SWORD ART ONLINE: GIRLS' OPS (Sodo Ato Onrain Garuzu Opusu), based on the series by Reki Kawahara, art by Neko Nokobyo and character designs by abec.  First published in 2013, and first published in North America in 2015.


After the events of Sword Art Online, some of the players stayed in touch and even continued to play in the fantasy-themed world of ALO.  That's certainly true for Keiko, Rika, and Suguha, a trio better known as Silica, Lisbeth, and Leafa.  Their latest adventure leads them to a new girl with a familiar face and a determination to game along.  When she gets into big trouble, it's up to these three to save her before it's game over for them all.


Despite my distaste for Sword Art Online, I was at least in favor of the premise of this spinoff.  After all, there are plenty of characters other than Kirito the VG Jesus and his precious waifu.  Wouldn't it be nice to read a story about them doing stuff together that doesn't ultimately end with "and Kirito saves the day and everyone loves him"?  Oh, if only that was how it actually turned out.  The focus might be on three of the more prominent female costars, but it has nothing interesting for them to do.
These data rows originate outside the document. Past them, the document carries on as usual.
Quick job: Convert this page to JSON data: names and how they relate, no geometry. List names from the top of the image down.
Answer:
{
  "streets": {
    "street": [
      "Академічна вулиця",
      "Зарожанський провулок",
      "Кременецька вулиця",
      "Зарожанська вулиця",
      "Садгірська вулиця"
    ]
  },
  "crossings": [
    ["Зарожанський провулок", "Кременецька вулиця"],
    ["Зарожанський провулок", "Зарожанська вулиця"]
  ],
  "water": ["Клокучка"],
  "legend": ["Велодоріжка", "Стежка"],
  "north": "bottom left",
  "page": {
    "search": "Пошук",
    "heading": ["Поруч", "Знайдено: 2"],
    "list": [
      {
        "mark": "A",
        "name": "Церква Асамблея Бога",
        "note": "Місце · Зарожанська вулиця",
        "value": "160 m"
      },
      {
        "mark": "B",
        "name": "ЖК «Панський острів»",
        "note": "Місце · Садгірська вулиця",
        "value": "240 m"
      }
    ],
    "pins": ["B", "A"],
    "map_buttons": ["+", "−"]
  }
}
Worse still, while Kirito is indeed absent, he still manages to insert himself all over the damn story.

To some degree it couldn't be helped.  He's going to have to come up when the new girl/SAO survivor Kuro has purposefully adoped Kirito's look and weapon style out of starry-eyed hero-worship.  Still, it's annoying that every few pages one or more of the girls has to say something along the lines of "We have to be strong for Kirito-sama!"  Heaven forbid that they chose to be strong for themselves, for their friends, or literally anything else that's more immediate and/or sensible.  Nope, they have to all be strong because Kirito was strong and saved them all and because all of them are still smitten with him to some degree.  Yes, that includes Suguha, which if you'll recall is Kirito's sister. *shudder*  It's kind of ridiculous that a book that markets itself as being all about Girl Power ends up being all about a guy in the end.  It undercuts the girls' own agency as characters as well as the moral about the power of friendship or whatnot.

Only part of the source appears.